Преступление и наказание
Часть 15 из 62 Информация о книге
Для доступа к библиотеке пройдите авторизацию
— Откуда он их берет? — спросил Зосимов.
— Иных Кох указал; других имена были на обертках вещей записаны, а иные и сами пришли, как прослышали…
— Ну ловкая же и опытная, должно быть, каналья! Какая смелость! Какая решимость!
— Вот то-то и есть, что нет! — прервал Разумихин. — Это-то вас всех и сбивает с пути. А я говорю — неловкий, неопытный и, наверно, это был первый шаг! Предположи расчет и ловкую каналью, и выйдет невероятно. Предположи же неопытного, и выйдет, что один только случай его из беды и вынес, а случай чего не делает? Помилуй, да он и препятствий-то, может быть, не предвидел! А как дело ведет? — берет десяти-двадцатирублевые вещи, набивает ими карман, роется в бабьей укладке, в тряпье, — а в комоде, в верхнем ящике, в шкатулке, одних чистых денег на полторы тысячи нашли, кроме билетов! И ограбить-то не умел, только и сумел, что убить! Первый шаг, говорю тебе, первый шаг; потерялся! И не расчетом, а случаем вывернулся!

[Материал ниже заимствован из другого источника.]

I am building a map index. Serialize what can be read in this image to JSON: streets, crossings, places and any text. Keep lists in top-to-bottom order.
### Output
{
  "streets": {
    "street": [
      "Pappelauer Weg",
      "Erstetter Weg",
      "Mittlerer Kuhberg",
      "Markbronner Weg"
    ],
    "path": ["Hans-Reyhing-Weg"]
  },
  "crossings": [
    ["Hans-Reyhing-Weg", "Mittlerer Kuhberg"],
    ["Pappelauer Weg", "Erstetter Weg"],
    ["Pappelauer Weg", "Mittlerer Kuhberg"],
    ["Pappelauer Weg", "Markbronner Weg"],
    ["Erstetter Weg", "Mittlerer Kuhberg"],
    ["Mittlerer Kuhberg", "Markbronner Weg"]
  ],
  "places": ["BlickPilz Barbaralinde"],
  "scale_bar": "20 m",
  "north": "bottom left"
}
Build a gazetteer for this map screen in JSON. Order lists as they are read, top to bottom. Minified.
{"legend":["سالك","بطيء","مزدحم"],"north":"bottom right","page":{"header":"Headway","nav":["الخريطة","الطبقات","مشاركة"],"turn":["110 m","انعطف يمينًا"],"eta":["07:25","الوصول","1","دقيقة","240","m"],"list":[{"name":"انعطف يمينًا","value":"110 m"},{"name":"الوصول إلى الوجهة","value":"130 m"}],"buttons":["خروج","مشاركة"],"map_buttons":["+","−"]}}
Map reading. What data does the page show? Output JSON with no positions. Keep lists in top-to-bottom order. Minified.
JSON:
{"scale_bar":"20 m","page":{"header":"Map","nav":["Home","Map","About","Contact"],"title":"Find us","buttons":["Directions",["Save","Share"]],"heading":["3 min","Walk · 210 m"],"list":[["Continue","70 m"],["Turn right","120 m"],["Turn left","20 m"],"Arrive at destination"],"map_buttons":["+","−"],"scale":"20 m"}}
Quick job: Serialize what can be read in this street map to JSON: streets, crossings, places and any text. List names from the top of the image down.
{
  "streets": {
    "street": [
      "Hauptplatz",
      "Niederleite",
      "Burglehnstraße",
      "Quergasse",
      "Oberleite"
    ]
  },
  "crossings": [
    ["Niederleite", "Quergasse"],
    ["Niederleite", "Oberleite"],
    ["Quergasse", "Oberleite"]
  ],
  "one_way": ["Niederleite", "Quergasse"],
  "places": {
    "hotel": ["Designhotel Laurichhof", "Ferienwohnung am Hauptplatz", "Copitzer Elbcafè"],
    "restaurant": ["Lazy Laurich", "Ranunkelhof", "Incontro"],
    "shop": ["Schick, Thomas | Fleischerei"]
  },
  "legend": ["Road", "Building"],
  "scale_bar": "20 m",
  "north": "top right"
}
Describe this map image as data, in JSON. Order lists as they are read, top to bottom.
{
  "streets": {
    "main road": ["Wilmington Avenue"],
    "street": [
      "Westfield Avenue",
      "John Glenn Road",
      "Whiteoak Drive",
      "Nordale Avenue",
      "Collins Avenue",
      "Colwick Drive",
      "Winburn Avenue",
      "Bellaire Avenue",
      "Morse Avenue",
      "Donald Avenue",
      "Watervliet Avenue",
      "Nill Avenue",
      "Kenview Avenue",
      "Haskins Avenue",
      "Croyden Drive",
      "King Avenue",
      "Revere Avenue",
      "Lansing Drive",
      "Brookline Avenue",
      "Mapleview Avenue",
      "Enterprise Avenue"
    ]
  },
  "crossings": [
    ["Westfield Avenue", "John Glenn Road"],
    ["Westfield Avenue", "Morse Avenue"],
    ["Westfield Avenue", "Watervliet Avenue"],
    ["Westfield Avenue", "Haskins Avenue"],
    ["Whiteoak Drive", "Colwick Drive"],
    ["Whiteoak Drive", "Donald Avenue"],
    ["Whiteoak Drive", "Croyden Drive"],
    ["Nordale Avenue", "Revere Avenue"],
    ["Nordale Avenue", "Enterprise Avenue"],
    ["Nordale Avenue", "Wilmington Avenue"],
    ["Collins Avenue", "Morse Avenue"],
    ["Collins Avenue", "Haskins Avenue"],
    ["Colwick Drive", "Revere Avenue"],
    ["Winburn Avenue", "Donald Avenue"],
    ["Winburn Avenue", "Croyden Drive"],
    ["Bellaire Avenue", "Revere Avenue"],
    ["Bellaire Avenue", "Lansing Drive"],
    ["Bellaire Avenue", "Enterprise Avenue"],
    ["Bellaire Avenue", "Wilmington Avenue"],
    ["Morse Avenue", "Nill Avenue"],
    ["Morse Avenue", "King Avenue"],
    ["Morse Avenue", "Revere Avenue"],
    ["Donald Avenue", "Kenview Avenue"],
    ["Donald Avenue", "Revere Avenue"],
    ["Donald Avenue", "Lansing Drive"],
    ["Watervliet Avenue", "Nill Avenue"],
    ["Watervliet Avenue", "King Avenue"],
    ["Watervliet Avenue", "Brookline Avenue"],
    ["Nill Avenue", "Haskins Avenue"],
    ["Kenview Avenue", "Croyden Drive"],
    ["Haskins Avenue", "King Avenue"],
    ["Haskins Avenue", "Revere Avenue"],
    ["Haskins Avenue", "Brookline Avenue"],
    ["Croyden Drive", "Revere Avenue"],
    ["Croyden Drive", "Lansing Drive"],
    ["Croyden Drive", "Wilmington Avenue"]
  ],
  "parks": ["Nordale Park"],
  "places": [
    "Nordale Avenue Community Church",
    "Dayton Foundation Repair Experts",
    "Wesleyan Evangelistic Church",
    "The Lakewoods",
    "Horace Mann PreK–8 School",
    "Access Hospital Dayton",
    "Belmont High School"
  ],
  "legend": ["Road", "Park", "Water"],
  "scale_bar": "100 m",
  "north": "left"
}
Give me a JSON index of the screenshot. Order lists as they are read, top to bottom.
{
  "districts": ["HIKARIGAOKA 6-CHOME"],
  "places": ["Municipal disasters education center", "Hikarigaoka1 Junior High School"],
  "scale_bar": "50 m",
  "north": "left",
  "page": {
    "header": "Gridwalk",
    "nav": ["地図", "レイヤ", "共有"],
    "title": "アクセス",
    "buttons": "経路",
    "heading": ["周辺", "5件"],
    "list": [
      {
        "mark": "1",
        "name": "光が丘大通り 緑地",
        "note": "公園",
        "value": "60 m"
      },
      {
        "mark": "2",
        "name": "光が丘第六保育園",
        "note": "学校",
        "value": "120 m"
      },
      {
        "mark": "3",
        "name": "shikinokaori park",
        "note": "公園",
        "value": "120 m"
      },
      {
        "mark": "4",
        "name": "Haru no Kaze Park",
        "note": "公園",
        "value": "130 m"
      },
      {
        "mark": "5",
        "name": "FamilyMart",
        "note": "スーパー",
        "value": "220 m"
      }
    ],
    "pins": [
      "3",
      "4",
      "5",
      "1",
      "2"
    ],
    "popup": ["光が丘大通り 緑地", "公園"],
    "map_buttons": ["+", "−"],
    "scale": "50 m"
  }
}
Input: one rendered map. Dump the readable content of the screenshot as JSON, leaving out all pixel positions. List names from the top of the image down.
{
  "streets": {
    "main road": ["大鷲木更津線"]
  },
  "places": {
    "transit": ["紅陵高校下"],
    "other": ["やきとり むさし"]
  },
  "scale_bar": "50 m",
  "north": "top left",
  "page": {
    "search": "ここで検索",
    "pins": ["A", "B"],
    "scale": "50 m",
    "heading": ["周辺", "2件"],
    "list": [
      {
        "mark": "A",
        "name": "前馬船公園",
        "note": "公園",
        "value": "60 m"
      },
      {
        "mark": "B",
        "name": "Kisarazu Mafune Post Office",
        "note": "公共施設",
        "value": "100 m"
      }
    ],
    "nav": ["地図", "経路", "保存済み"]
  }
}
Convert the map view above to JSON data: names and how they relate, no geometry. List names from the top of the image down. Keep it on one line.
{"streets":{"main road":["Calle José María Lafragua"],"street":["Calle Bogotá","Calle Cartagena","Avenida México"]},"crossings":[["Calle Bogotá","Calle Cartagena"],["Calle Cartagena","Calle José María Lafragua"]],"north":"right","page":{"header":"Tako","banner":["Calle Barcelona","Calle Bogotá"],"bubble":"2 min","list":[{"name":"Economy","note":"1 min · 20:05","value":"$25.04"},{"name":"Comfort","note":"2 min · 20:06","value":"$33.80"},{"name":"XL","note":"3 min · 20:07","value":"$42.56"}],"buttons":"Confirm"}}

— Это, кажется, о недавнем убийстве старухи чиновницы, — вмешался, обращаясь к Зосимову, Петр Петрович, уже стоя со шляпой в руке и перчатками, но перед уходом пожелав бросить еще несколько умных слов. Он, видимо, хлопотал о выгодном впечатлении, и тщеславие перебороло благоразумие.
— Да. Вы слышали?
— Как же-с, в соседстве…
— В подробности знаете?
— Не могу сказать; но меня интересует при этом другое обстоятельство, так сказать, целый вопрос. Не говорю уже о том, что преступления в низшем классе, в последние лет пять, увеличились; не говорю о повсеместных и беспрерывных грабежах и пожарах; страннее всего то для меня, что преступления и в высших классах таким же образом увеличиваются и, так сказать, параллельно. Там, слышно, бывший студент на большой дороге почту разбил; там передовые, по общественному своему положению, люди фальшивые бумажки делают; там, в Москве, ловят целую компанию подделывателей билетов последнего займа с лотереей, — и в главных участниках один лектор всемирной истории; там убивают нашего секретаря за границей, по причине денежной и загадочной… И если теперь эта старуха процентщица убита одним из закладчиков, то и это, стало быть, был человек из общества более высшего, — ибо мужики не закладывают золотых вещей, — то чем же объяснить эту с одной стороны распущенность цивилизованной части нашего общества?
— Перемен экономических много… — отозвался Зосимов.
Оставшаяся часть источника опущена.